僕の言ったことが余程可笑しかったのか、サニーミルクはこちらに向かって笑みを零してくれている。初めて見た彼女の眩しい程に純粋で無邪気な笑顔は、僕の暗くなっていた心を明るく照らし出してくれた。

まさか妖精の単純さに助けられる日が来るとは思わなかった。何とも馬鹿馬鹿しい……だが、このまま仲が拗れてしまうよりは幾分マシであろう。

こっちが彼女を救おうとしていた筈なのに、今回は逆に自分が救われてしまったようだ。

 

「それでね?マイ。さっき言おうとしたことなんだけど」

 

「私、戻るわ。人形解放戦線に。そしてルナとスターに思いっきり文句言って、そしたら今度は仲直りするの。だって友達だもんね!」

 

そう発言するサニーミルクの顔からは最早かつての陰りはない。

何だかんだ暴走してしまった僕の行動が功を成した……ということか?だが曲がりなりにも、こちらの思いが伝わってくれたのは素直に嬉しい。

 

「あ、でも」

 

「?」

 

「どうやってここから出よう……?人形も没収されてるし」

 

ようやくサニーミルクがここから出るのを決心してくれたようで、こちらとしては一安心。そしてこの事態も想定済み。

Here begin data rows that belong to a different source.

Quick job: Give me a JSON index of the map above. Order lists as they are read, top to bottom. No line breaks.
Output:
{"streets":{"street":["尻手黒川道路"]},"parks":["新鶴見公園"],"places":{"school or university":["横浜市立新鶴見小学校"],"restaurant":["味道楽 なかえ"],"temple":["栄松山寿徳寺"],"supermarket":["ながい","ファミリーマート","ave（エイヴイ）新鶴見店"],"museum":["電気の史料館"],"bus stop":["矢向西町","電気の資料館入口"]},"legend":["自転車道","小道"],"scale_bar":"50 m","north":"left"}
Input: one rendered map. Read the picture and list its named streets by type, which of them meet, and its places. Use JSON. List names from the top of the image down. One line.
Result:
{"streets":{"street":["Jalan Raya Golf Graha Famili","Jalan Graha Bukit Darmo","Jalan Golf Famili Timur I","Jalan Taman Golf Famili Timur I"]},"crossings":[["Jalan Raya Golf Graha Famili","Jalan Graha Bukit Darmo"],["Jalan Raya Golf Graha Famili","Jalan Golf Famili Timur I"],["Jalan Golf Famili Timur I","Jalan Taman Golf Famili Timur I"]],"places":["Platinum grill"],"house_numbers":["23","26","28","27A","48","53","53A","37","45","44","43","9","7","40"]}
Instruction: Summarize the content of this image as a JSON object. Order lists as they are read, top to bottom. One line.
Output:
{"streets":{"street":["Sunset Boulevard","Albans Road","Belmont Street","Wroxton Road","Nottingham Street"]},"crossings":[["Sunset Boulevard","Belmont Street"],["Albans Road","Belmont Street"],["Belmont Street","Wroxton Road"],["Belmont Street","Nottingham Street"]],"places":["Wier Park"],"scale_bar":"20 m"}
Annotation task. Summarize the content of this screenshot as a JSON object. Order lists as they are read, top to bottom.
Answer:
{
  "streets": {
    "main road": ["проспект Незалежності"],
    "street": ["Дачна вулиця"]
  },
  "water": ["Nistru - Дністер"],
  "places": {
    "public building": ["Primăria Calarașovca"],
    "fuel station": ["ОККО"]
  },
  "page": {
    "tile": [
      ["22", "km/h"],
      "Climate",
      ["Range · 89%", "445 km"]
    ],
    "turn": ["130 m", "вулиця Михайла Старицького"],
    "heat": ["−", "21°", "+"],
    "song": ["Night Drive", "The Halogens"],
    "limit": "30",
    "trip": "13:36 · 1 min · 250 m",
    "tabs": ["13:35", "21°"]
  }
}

それをいつでも行えるよう、こちらは予め準備はしておいたのだから。

 

「あぁ、もしかしてこれのことかな?」

 

「え?それって……私の封印の糸じゃない!どうやって取り返したの?」

 

「それは……」

 

看守の目を掻い潜っての盗み、偽物へのすり替え……あまり公にするべきではない盗人行為だ。

いや、妖精なのだからこれもイタズラの範疇と解釈すればいいのだろうか?でも妖精にそこまでやれる賢さがあるかどうかと言われたら果たしてどうだ?

……彼女といる時は妖精らしからぬ言動をすべきではない。ここは適当な理由にしておこう。

 

「ここに来る途中拾ったんだ。きっとサニーちゃんのものだと思って取っておいたの」

 

「へぇ、天狗って案外マヌケなのね。うっかり落としちゃうなんさ!アハハ!」

 

「ホ、ホントだね~」

 

よし、信じてくれた。流石にきついかと思ったがやはりそこは妖精。バカだ。

扱いやすいという点はこういう時に非常に助かる。少なくともサニーミルクは素直で疑うことを知らない純粋な子であることは今のでよく分かった。

 

他人とはいえ騙すのは少々心苦しいが、今後ともこういったやり取りは必然的に増えていく。僕は嘘を何度もつき続ける道化となる。目的を果たす為に。

 

 

……今後は、ああいった暴走は極力抑えななければ。